Available at all four of its freestanding imaging centers and distributed to the offices of referring physicians, the Patient Guide was crafted for patients to learn not only about NWR, but also about their exam procedures, preparations, and expectations. The annual edition of the Patient Guide features new radiologists, new modalities, and new facilities.
“What we are trying to convey not only to patients, but also to referring physicians, is that with the high costs of health care, we want people to realize that we may not be the cheapest, and we are certainly not the most expensive; however, we do offer the best quality imaging,” said Debbie Lawrence, marketing manager, adding that all of the practice’s modalities, technologists, and radiologists are board-certified and accredited by the American College of Radiology. “When patients start to comparison shop, they will find out that we stand out from the competition.”
The Patient Guide is an 8.5 by 11 high-gloss covered magazine written in lay terms, informing patients on what to expect and helping them to understand the steps involved in their procedures. The front and back covers are an eye-catching bright red and white. This way, a patient can notice the publication, read through it, and hopefully reduce any fears or anxiety they may have.
“It has been stated that one patient tells 20 others of their experiences, therefore, we want to make our patients happy with all aspects of their imaging experience and encourage others to use our services,” Lawrence said.
In addition to the Patient Guide, NWR has also designed informational brochures on its different modalities and specialties, such as MRI, PET-CT, and CT for Oncology. These are distributed to patients and their families. All are invited to offer feedback through Patient Satisfaction Surveys that provide them with a forum for compliments, constructive criticism, and suggestions. “Whenever there is a major patient concern voiced to us via the Patient Satisfaction Surveys, we address it directly with the patient if they have left their name on the survey,” Lawrence said. “Many times, patients are pleasantly surprised and pleased with our responding to them so quickly, directly, and personally.”

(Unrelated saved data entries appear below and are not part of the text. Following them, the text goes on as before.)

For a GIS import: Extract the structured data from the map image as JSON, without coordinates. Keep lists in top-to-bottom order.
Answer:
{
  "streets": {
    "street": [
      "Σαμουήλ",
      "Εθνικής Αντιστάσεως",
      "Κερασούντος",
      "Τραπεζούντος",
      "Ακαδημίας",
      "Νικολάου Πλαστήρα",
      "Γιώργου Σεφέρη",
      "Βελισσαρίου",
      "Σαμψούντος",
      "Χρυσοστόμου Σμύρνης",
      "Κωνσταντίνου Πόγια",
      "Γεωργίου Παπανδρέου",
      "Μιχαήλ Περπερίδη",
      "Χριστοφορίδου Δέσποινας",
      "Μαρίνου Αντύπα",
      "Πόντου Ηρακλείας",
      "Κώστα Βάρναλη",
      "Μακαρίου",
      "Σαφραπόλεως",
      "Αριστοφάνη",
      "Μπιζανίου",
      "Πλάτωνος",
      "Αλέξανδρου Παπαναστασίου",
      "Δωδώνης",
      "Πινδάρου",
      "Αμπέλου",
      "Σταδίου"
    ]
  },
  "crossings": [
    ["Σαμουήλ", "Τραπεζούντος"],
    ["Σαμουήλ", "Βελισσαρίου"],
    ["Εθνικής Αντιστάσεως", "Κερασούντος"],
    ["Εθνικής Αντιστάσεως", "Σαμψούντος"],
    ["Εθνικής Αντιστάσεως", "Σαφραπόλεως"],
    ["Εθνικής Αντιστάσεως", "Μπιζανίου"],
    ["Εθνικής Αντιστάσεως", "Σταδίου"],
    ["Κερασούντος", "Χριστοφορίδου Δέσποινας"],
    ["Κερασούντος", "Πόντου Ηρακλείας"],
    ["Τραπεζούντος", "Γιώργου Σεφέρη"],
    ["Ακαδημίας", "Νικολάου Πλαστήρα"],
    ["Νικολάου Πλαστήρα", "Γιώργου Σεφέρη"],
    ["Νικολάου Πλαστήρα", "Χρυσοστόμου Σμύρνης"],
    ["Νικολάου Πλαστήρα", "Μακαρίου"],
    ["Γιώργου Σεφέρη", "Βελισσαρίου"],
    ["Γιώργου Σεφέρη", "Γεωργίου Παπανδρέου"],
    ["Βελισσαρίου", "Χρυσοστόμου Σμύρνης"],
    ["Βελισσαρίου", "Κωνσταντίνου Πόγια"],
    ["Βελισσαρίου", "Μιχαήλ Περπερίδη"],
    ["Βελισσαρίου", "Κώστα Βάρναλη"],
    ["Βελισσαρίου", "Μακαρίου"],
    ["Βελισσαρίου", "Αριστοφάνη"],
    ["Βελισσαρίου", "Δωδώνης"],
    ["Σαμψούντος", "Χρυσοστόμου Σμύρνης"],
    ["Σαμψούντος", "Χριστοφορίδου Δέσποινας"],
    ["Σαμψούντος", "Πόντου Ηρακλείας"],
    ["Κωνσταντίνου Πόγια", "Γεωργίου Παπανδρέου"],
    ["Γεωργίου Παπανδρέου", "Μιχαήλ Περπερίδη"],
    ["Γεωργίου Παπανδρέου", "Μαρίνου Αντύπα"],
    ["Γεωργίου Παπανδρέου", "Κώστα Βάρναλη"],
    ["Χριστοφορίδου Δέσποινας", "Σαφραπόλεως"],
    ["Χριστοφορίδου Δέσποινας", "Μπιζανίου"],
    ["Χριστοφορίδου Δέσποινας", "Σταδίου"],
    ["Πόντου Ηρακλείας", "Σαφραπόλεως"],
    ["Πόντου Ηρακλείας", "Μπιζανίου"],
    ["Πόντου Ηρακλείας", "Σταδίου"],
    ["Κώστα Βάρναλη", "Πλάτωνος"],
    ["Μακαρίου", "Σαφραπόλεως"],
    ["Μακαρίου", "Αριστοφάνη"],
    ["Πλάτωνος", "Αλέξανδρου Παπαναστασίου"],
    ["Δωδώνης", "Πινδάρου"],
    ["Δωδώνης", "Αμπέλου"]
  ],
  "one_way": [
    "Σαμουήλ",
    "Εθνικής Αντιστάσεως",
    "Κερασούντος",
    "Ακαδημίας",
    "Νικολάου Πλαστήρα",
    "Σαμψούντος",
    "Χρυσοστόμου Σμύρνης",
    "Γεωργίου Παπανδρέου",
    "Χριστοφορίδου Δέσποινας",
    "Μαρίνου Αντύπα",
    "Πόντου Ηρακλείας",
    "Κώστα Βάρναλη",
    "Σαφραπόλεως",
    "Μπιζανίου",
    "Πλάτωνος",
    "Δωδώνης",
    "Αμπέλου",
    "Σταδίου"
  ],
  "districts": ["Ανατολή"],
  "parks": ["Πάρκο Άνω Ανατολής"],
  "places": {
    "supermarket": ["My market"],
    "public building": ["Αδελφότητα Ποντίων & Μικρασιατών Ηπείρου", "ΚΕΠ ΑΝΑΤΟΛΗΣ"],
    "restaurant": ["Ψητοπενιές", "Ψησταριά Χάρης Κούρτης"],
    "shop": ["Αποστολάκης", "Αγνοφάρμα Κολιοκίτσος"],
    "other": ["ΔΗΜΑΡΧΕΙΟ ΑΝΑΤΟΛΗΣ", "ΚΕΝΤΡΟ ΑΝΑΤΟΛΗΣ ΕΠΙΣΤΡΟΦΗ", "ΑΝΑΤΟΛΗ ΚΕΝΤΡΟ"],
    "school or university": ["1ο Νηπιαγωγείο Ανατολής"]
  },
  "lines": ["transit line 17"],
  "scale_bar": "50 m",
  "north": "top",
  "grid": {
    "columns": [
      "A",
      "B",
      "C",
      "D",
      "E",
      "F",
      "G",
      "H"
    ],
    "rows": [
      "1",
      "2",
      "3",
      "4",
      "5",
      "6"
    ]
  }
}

Last April, Lawrence found herself in a similar position. Winners for the Radiology Business Management Association (RBMA) Quest Awards were announced at the organization’s Radiology Summit Meeting, which Lawrence couldn’t attend. However, she was able to log into the RBMA Web site to read the good news: Northwest Radiology had earned three awards. Specifically, its Web site won a gold award, while its patient marketing received the highest platinum award. Even more, NWR had been awarded the “Best of Show” platinum distinction for its patient campaign.
“While I take great pride in my job and these awards, to me these awards are indicative of our teamwork at NWR—not just from a marketing standpoint, but from everyone employed by our company filtering down to the patient,” Lawrence said. She also pointed out that not being a graphic artist, she has reached out for assistance with colors, graphics, and designs from two firms, Bellamy Designs of Southlake, Tex, and Hightower Graphic of Indianapolis.
Next up for the NWR are preparations for the kickoff of an Informative Breakfast Series, directed to referring physician office personnel. The gatherings, which will be held early in the morning before typical office hours, will consist of a continental breakfast, discussion session, and international speakers. Lawrence said she continually strives to establish a good rapport with referring physician office personnel.
Nevertheless, the Patient Campaign will continue to be NWR’s main focus. As Lawrence puts it, “Without our patients, we can not survive.”
NWR has a staff of 180 employees and is composed of four freestanding imaging centers and a business headquarters. Additionally, it reads for 10 hospitals, ranging from large institutions to small facilities, and eight other imaging facilities that range from women’s health centers to MRI centers.